It’s been a while since I gave you an update on the technical side of Orbital, so here’s a lightning-fast overview of what’s going on.
CKAN
We’re still working on fine-tuning CKAN for our needs. Although we’ve made advances in the fields of theming, datastore, HTTPS and a few other tweaks we’re still plagued by mixed HTTP/HTTPS resources, plugins which are difficult to install, broken sign-in using our OAuth 2 SSO service, a broken search and a complete unwillingness of the Recline preview to work.

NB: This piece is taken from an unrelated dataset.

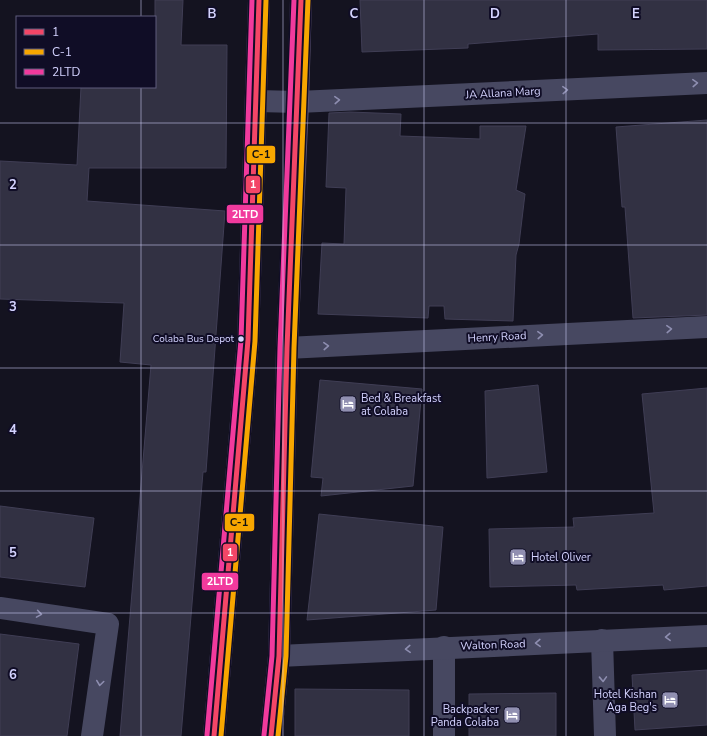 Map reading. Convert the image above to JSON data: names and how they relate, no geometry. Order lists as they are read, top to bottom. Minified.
{"streets":{"street":["JA Allana Marg","Henry Road","Walton Road"]},"one_way":["JA Allana Marg","Henry Road","Walton Road"],"places":{"other":["Colaba Bus Depot"],"hotel":["Bed & Breakfast at Colaba","Hotel Oliver","Hotel Kishan Aga Beg's","Backpacker Panda Colaba"]},"lines":["transit line 1","transit line C-1","transit line 2LTD"],"legend":["1","C-1","2LTD"],"grid":{"columns":["B","C","D","E"],"rows":["2","3","4","5","6"]}} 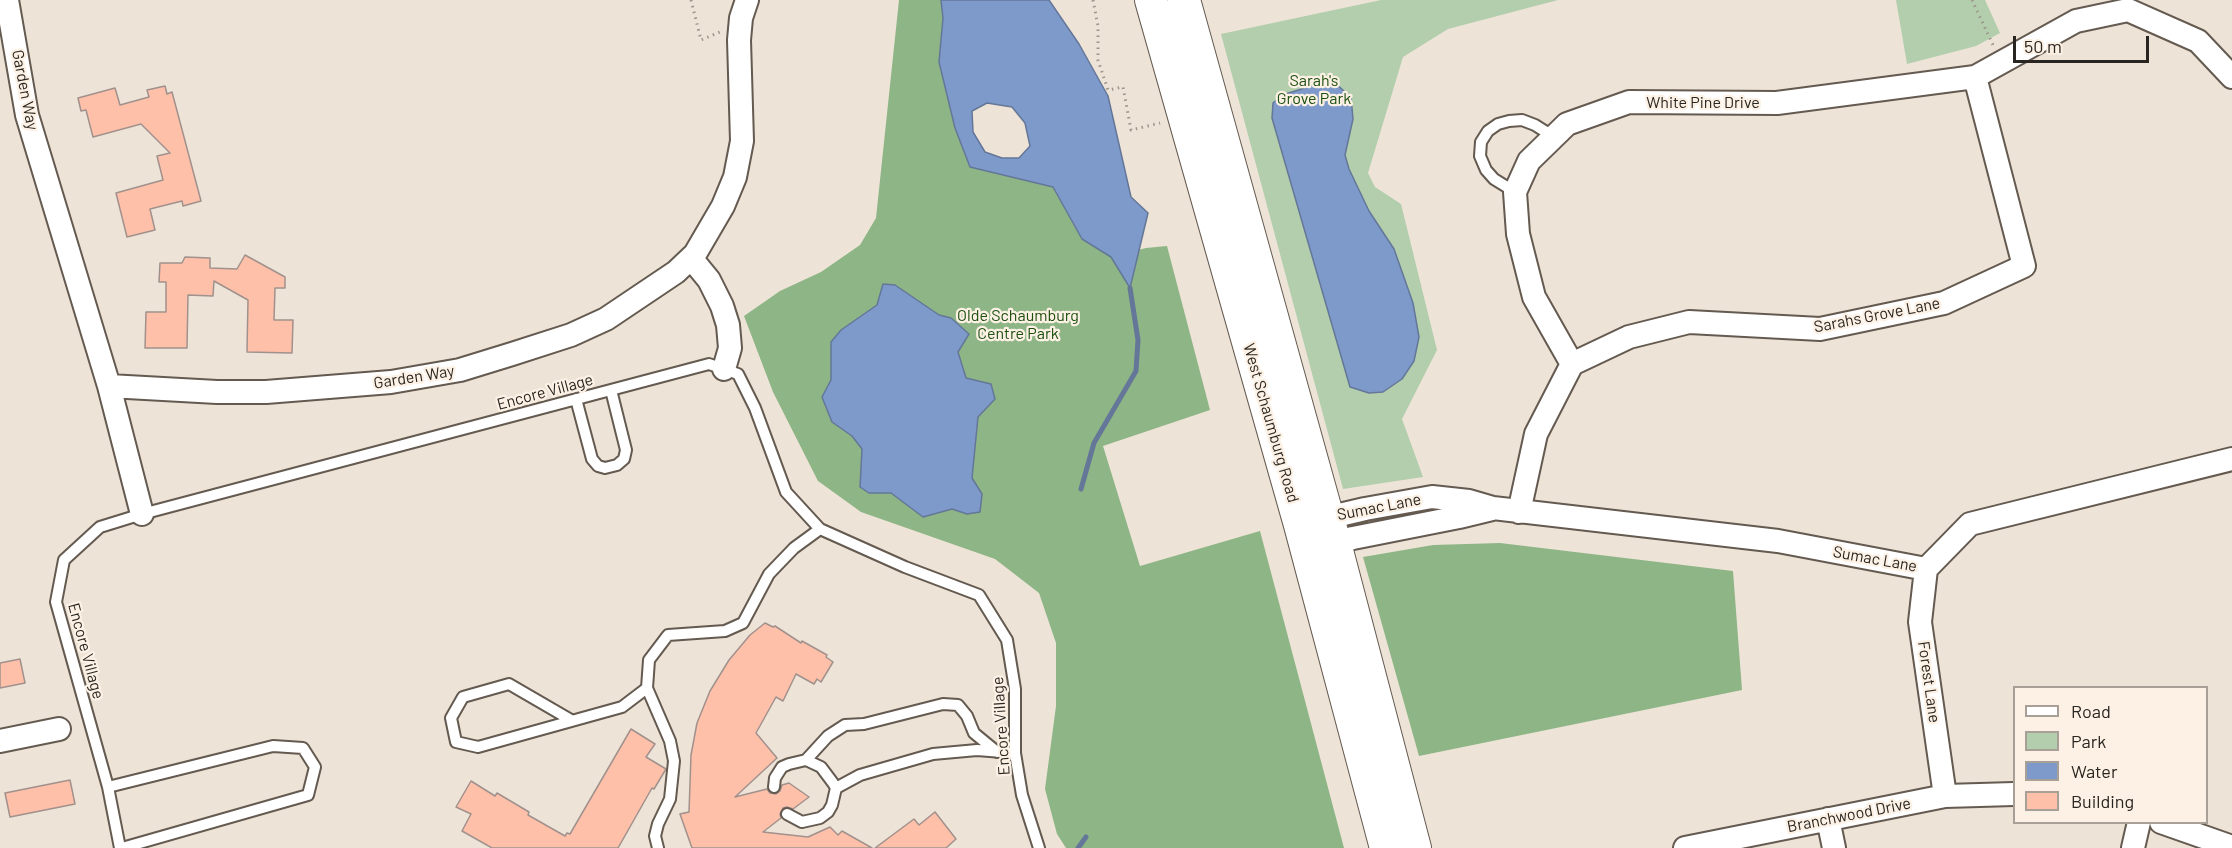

I suspect a lot of this is down to unfamiliarity with the codebase and with Python in general, although some areas of CKAN do feel like they’re a collection of hacks built on top of some more hacks built on a framework which is built on another framework which is built on a collection of libraries which is built on a hack.
In short, CKAN is still in need of a lot of work before our deployment can be considered production ready (hence the “beta” tag). That said, we are already using it to store some research data and the aspects which we’ve managed to get working are working well. We’re going easy though, because CKAN 1.8 and 2.0 are apparently due to land in the next couple of months.
Orbital Bridge
Our awesomely named Orbital Bridge will serve as the central point for all RDM activity around a project, as well as helping people through the process of general project management by being a springboard to our existing policy and training documentation.
Currently Bridge’s public-facing side is in a very basic state, with only static content, but is serving as a test of our deployment toolchain. However, behind the scenes Harry has been working on ways of shuffling data around between systems using abstraction layers for aspects such as datasets, files, people and projects. Today we sat down with Paul and went through some aspects of minimal metadata which are required to construct things to an acceptable standard, which will lead to additional work both on CKAN and our existing ePrints repository to smooth the transfer of things between them.
AMS
The University’s new Awards Management System is designed to help researchers plan their funded research, walking them through the process of building their bid. The system itself has begun its roll-out across the University, and as soon as we’re given access to the APIs we’ll be integrating the AMS with Orbital Bridge, allowing seamless creation of a research project based on the data in the AMS.
This work also helps to inform stuff we’re doing in Bridge around abstracting the notion of a ‘project’ between all our different systems.
Kumo
Our ongoing OpenStack project, which we will use as the bed to provide the technical infrastructure, is slowly moving closer to a state which we can begin to develop on. Tied in with this effort is our continued work on automating our provisioning, configuring, deployment, maintenance, monitoring and scaling.